Student Achievement through Staff Development

By Bruce Joyce; Beverly Showers et al. | Go to book overview

4

Choosing Content:
Teaching Students How to
Learn

Selecting the content of staff development is one of the most critical decisions in the school improvement process. If you are to attain your student achievement goals, the content of staff development needs to be aligned with those goals. And the content needs to be robust enough to effect the types of change envisioned. Even when context (norms for continuous growth, time for learning) and process (analysis of student data, design of training) variables have been carefully tended, the selection of inappropriate or ineffectual content can sabotage the sincere efforts of groups attempting to positively influence student learning.
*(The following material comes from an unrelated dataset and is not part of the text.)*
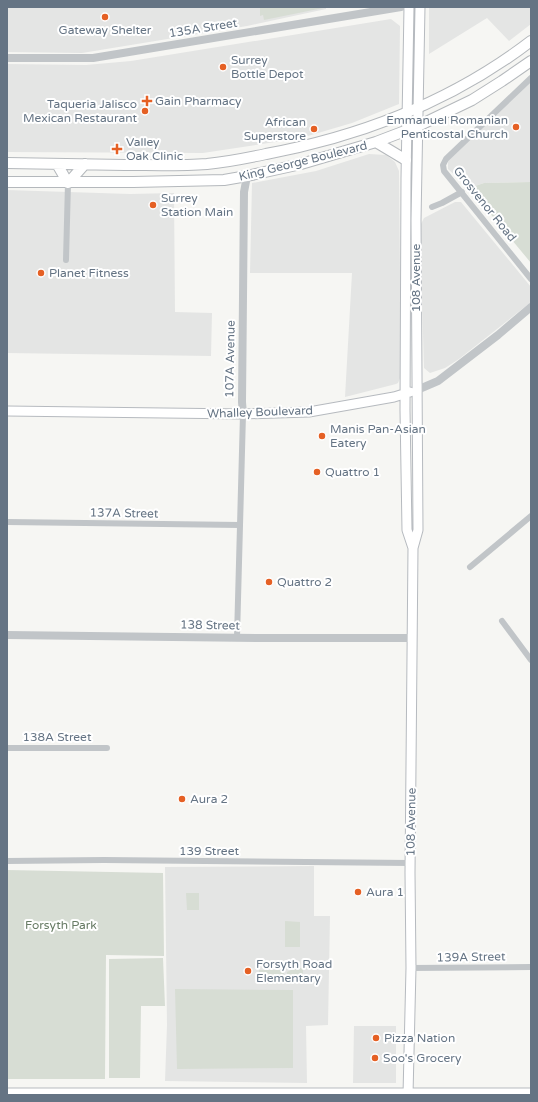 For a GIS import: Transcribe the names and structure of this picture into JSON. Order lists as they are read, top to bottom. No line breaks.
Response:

Contributing to the critical nature of this decision is the collective nature of school improvement initiatives. Choosing content for a collaborative change effort is a crucial step in the process because, once it is selected as a district or school focus, many people are committed to learning and implementing the new content. An individual can fairly easily change course in midstream if the content chosen is not addressing an identified need, but an entire staff abandoning a change effort can be both costly and damaging. We emphasize using the knowledge base on curriculum and instruction as a major source of content to maximize the probability that the content will pay off.

Before addressing the “what” and “how” of selecting staff development content, we'll briefly discuss the “who”—who will select the content for collective study when groups of educators share a common goal.


Who Decides the Content of Staff Development?

We have previously discussed in detail the building of a broadly representative and collaborative process for making decisions about staff development and will only briefly reprise it here.